Where are you located?


----------



## yuri (Nov 29, 2008)

That is correct. We have to downsize our liners to 4" to match the appliance/water heater and that costs extra. LOTS of people change to electric water heaters when going high efficiency and then cap off the old chimney.


----------



## pcampbell (Feb 7, 2008)

Venting out the side should be very cheap and very easy. More details please!!!


----------



## Mnrunner (Jan 17, 2009)

*Side venting option*

My basement is completely finished with the only option is to go to the front of the house. I'm told there will be too much steam and look bad.

I'm located in MN. I was hoping to vent a 95% eff furnace up the original 6" vent then also vent the hot water heater along side the new furnace vent (inside the 6" vent) It is a natural gas furnace and water heater.........


----------



## yuri (Nov 29, 2008)

The code now says that a hot water heater needs a 4" B vent in a uninsulated brick chimney. This would be 5". Also the heat from a single wall 4" liner will damage 2"PVC and the code would not allow that anyway. Unless your electricity costs are very high I would convert to a electric water heater. Compromises have to be made sometimes. You would also have to terminate the water heater liner with a screen bird cap and the furnace venting would run into that so it is impossible.


----------



## Dr Heat (Jan 14, 2009)

why 90% stick with the 80% use existing chimney 
(that assumes the existing chimney is ok) 

You will see only about a 6-7% difference in fuel usage. The cost of electric for the water heater + the additional cost of the furnace, will eat up any savings you will get.


----------



## yuri (Nov 29, 2008)

With due respect, 6-7 % difference? I would be interested in some documented figures of that if you have. More like 10% or higher from my sources:http://www.hydro.mb.ca/your_home/home_heating_comparisons.pdf


----------



## beenthere (Oct 11, 2008)

If your getting a 90% plus, make sure they pipe it up as a direct vent.

If its properly sized, its worth the savings.

Unless you own stock in the gas company.


----------



## Dr Heat (Jan 14, 2009)

yuri said:


> With due respect, 6-7 % difference? I would be interested in some documented figures of that if you have. More like 10% or higher from my sources:http://www.hydro.mb.ca/your_home/home_heating_comparisons.pdf


Perhaps I should be more specific: you will save 10% or more on your heating bill but not on your gas bill.

First you can only extract 80% of the BTU by burning NA to get more you need to explode it (Lennox puls) or vaporize (the old Amana) So if you whant to figure a dollar savings you need to take 20% off the top This is fuel that you will lose regardless of afue

Secound the furnace is not the only gas appliance to be conciderd 
Water Heater Oven cook top dryer pool heater etc. 

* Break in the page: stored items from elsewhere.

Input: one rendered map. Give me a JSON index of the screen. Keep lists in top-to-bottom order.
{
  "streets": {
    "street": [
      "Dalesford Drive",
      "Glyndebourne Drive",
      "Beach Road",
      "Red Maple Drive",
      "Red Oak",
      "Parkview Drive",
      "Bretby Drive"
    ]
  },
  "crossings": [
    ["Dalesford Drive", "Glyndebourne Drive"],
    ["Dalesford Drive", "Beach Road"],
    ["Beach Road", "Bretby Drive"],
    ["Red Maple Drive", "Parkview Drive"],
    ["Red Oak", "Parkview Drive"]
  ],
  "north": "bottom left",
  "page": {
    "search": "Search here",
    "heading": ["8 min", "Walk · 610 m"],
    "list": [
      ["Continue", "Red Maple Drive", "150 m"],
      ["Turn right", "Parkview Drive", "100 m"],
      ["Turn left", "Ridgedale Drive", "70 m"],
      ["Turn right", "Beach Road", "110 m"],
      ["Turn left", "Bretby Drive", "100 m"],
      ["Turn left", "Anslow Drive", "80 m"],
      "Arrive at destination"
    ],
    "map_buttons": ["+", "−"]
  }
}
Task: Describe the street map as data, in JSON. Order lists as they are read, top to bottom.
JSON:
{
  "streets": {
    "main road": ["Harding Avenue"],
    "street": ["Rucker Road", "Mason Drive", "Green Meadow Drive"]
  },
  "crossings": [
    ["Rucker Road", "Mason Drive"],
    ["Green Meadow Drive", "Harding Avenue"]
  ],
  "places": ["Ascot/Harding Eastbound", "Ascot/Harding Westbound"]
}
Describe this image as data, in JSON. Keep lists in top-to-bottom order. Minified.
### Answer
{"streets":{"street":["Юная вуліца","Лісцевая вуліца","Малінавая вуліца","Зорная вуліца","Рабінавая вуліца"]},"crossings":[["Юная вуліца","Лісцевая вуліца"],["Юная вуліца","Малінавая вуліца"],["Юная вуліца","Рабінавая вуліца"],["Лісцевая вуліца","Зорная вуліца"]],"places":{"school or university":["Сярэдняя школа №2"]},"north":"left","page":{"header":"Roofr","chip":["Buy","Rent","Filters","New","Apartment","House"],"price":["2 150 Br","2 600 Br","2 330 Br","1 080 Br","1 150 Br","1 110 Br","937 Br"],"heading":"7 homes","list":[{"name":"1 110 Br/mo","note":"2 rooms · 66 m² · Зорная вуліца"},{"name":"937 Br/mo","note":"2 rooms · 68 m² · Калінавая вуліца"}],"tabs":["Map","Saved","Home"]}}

So, what I am saying is for a 6% to 7% savings it may not be worth all the extra up front expence


----------



## Dr Heat (Jan 14, 2009)

beenthere said:


> If your getting a 90% plus, make sure they pipe it up as a direct vent.
> 
> If its properly sized, its worth the savings.
> 
> Unless you own stock in the gas company.



If you have combustion air in the mechanical room does a two pipe really increase efficiency by that much


----------



## hvaclover (Oct 2, 2008)

Dr Heat said:


> why 90% stick with the 80% use existing chimney
> (that assumes the existing chimney is ok)
> 
> You will see only about a 6-7% difference in fuel usage. The cost of electric for the water heater + the additional cost of the furnace, will eat up any savings you will get.


The "Ol Farmer's been hitting the home grown.:laughing:


----------



## Dr Heat (Jan 14, 2009)

hvaclover said:


> The "Ol Farmer's been hitting the home grown.:laughing:


What ever gets you through the night:whistling2:


----------



## hvaclover (Oct 2, 2008)

Dr Heat said:


> What ever gets you through the night:whistling2:


LOL, just kiddin'


----------